In a first group of runs, a conventional mixer configuration based on a mixer corresponding to 5 plates was used in the pilot scale reactor. The mixer plates are shown in FIG. 5A to 5E. As shown in FIGS. 5A to 5E, the plates are symmetric, with the plates in FIG. 5A and FIG. 5E being the same, and the plates in FIG. 5B and FIG. 5D being the same. It is noted that portions of the openings in FIG. 5A and FIG. 5B have overlap. Similarly, the openings in FIG. 5D and FIG. 5E have overlap. Additionally, the openings in the plate in FIG. 5E are of roughly uniform size. It is noted that for this comparative run, a flame diffuser used was different from the flame diffuser used in connection with the second set of runs.


To investigate the temperature profile, pairs of thermocouples were inserted into the first monolith at depths of 0.5 inches and 0.75 inches below the diffuser. The radial and angular locations of these thermocouples are shown in FIG. 6. As shown in FIG. 6, the thermocouples allow the temperature to be sampled at roughly the center of the monolith and at a radial location roughly halfway to the edge of the reactor. For reference, FIG. 6 also shows the radial and angular locations of the reforming inlet and the regeneration outlets for the reactor.
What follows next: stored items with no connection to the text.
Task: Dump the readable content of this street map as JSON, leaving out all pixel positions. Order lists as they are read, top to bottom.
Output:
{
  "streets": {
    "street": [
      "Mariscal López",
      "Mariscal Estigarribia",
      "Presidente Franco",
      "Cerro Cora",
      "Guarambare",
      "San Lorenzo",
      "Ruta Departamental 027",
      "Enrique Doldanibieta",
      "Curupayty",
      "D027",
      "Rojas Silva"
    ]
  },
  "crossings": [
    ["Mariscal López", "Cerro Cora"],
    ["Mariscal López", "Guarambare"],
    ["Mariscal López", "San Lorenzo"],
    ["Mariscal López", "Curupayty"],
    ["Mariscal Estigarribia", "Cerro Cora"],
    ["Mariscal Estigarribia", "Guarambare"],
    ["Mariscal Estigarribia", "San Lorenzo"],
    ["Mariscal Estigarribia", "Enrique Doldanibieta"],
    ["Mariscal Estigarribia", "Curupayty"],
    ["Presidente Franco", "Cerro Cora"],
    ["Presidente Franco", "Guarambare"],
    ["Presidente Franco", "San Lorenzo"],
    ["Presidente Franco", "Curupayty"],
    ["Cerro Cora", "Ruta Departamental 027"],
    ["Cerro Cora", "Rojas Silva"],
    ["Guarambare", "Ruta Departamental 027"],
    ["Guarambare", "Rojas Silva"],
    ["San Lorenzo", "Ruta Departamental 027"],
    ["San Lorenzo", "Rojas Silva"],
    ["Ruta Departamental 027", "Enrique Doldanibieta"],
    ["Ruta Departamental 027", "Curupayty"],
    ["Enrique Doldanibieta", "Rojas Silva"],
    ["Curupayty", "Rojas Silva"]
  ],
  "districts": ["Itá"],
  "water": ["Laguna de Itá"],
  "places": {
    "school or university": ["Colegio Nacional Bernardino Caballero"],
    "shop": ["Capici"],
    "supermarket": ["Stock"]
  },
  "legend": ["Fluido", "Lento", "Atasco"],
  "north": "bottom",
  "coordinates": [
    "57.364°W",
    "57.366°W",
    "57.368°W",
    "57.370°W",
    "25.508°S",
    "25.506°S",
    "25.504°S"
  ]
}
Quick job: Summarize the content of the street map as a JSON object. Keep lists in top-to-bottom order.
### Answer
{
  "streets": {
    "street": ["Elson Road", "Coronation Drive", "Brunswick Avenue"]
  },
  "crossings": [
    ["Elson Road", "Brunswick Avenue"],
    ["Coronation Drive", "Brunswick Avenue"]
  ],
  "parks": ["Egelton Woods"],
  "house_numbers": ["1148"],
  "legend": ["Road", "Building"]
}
FIG. 7 shows the difference in temperature between the thermocouples at 0.5 inches inside the top of the first monolith in the reaction zone (plot 710) and at 0.75 inches inside the top of the first monolith (plot 720). It is noted that temperature would be expected to decrease as the gas flow from combustion travels downstream through the reactor, and this decrease in temperature would be expected to reduce variations in the temperature at a given cross-section. The difference shown in FIG. 7 is calculated by subtracting the temperature at the inner thermocouple from the temperature at the outer thermocouple. FIG. 7 shows this temperature differential for both pairs of thermocouples over the course of an extended run. As shown in FIG. 7, radial temperature variations of up to 100° C. were observed. Additionally, the temperature differential was not constant over time. For example, for plot 710, the temperature differential ranged from +40° C. to −40° C. Plot 720 showed still larger variations over time. FIG. 7 illustrates the difficulty of maintaining temperature control in a high temperature cyclic reforming environment using a conventional set of mixer plates.
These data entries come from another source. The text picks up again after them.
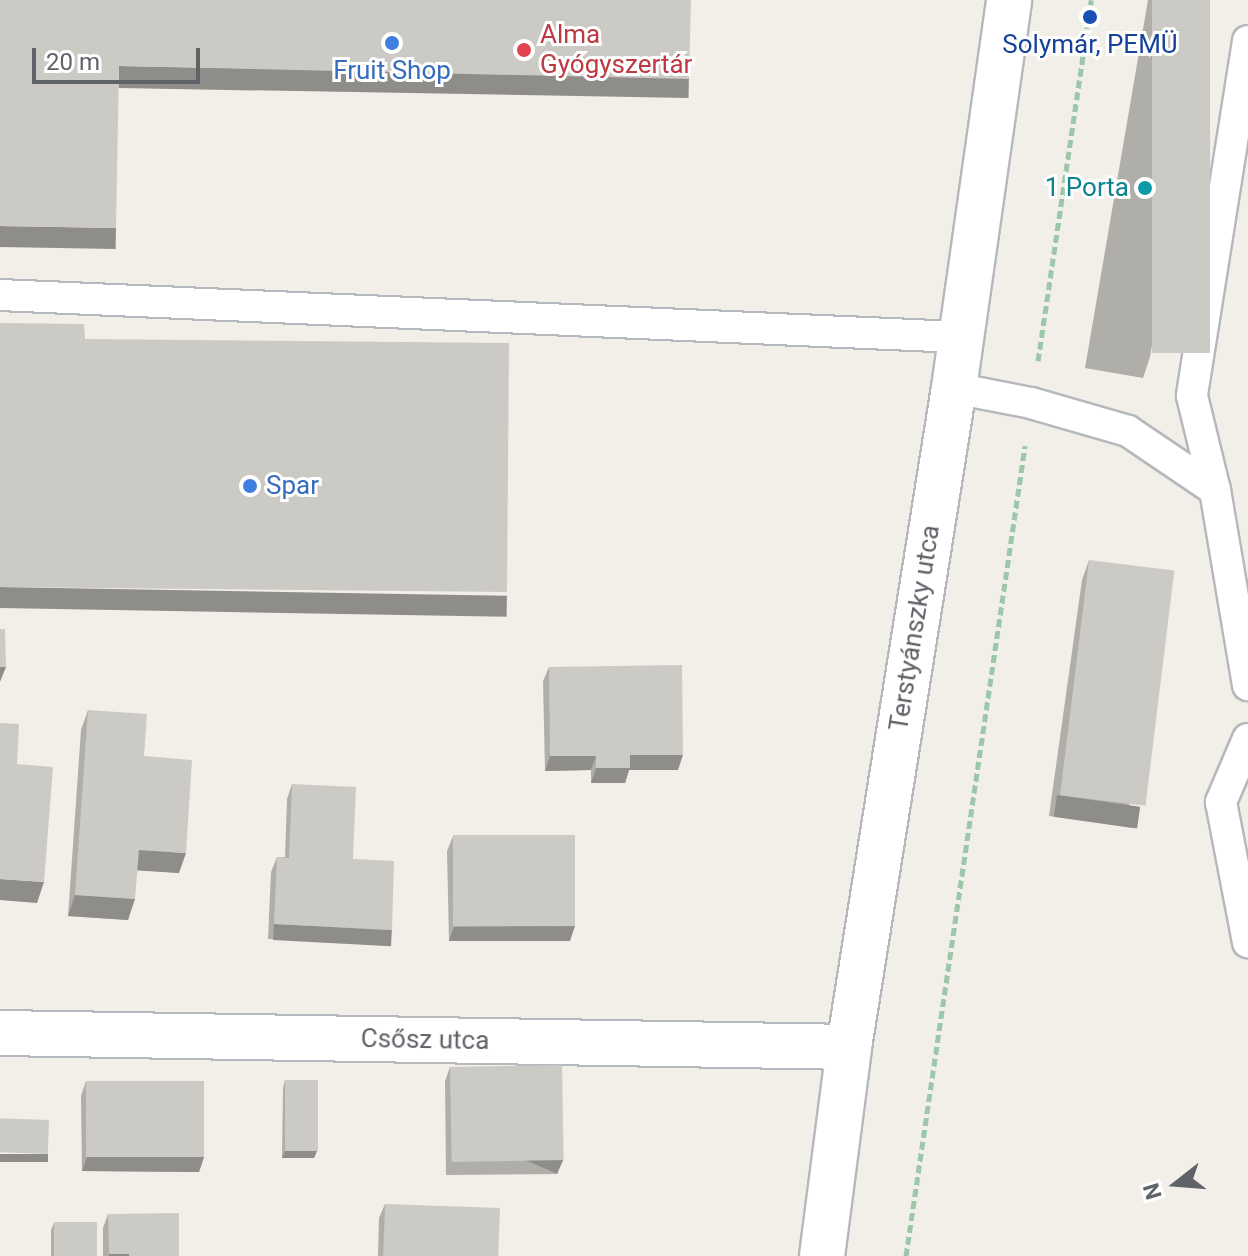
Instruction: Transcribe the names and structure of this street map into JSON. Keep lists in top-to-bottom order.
{
  "streets": {
    "main road": ["Terstyánszky utca", "Csősz utca"]
  },
  "crossings": [
    ["Terstyánszky utca", "Csősz utca"]
  ],
  "places": [
    "Solymár, PEMÜ",
    "Fruit Shop",
    "Alma Gyógyszertár",
    "1 Porta",
    "Spar"
  ],
  "scale_bar": "20 m",
  "north": "left"
}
In a second group of runs, the series of plates shown in FIGS. 2A to 2E were used in the pilot reactor. Additionally, a flame diffuser was placed between plate 2E and the beginning of the reaction zone. The flame diffuser had a fine porous structure to facilitate small scale mixing. The flame diffuser was formed using a 3D printed “log cabin” design. In one set of runs for the second group of runs, the diffuser was made of nickel aluminate. In another set of runs, the diffuser was made of alumina.
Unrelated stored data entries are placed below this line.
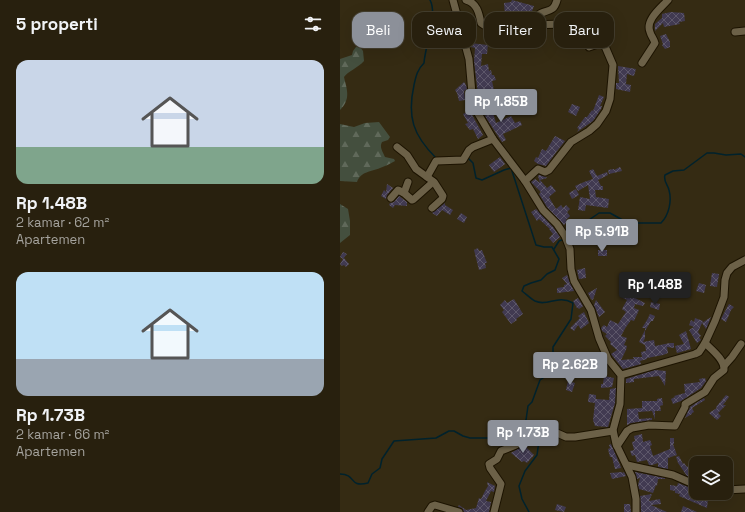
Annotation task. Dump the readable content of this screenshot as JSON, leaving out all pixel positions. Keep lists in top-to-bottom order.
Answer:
{
  "page": {
    "heading": "5 properti",
    "chip": [
      "Beli",
      "Sewa",
      "Filter",
      "Baru"
    ],
    "list": [
      {
        "name": "Rp 1.48B",
        "note": "2 kamar · 62 m² · Apartemen"
      },
      {
        "name": "Rp 1.73B",
        "note": "2 kamar · 66 m² · Apartemen"
      }
    ],
    "price": [
      "Rp 1.85B",
      "Rp 5.91B",
      "Rp 1.48B",
      "Rp 2.62B",
      "Rp 1.73B"
    ]
  }
}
In the second series of runs, the thermocouples were placed 0.125 inches inside of the top of the first monolith in the reaction zone. The depth of placement and location of the thermocouples is shown in FIG. 8A and FIG. 8B. It is noted that the thermocouples placed only 0.125 inches inside the top monolith should have increased temperature sensitivity relative to thermocouples placed at 0.5 inches or 0.75 inches (as was used for the thermocouples shown in FIG. 6). FIG. 8A corresponds to the runs using the nickel aluminate diffuser, while FIG. 8B corresponds to the runs using the alumina diffuser.



FIG. 9 shows the results from the runs using the nickel alumina diffuser and the thermocouple locations in FIG. 8A. FIG. 10 shows the results from the set of runs using the alumina diffuser and the thermocouple positions shown in FIG. 8B. As shown in FIG. 9 and FIG. 10, the temperature variation was only around 30-60° C. when using the series of plates shown in FIGS. 2A to 2E along with a diffuser. This can be seen by comparing the top line and the bottom line in FIG. 9 at any given time. This represents the maximum temperature differential between any two thermocouples for the configuration shown in FIGS. 2A to 2E. For comparison, when a similar thermocouple configuration was used for the configuration shown in FIG. 5, the temperature variation was up to 100° C. or even larger. Thus, the improved mixing plate configuration in FIGS. 2A to 2E provided a substantial improvement in temperature uniformity.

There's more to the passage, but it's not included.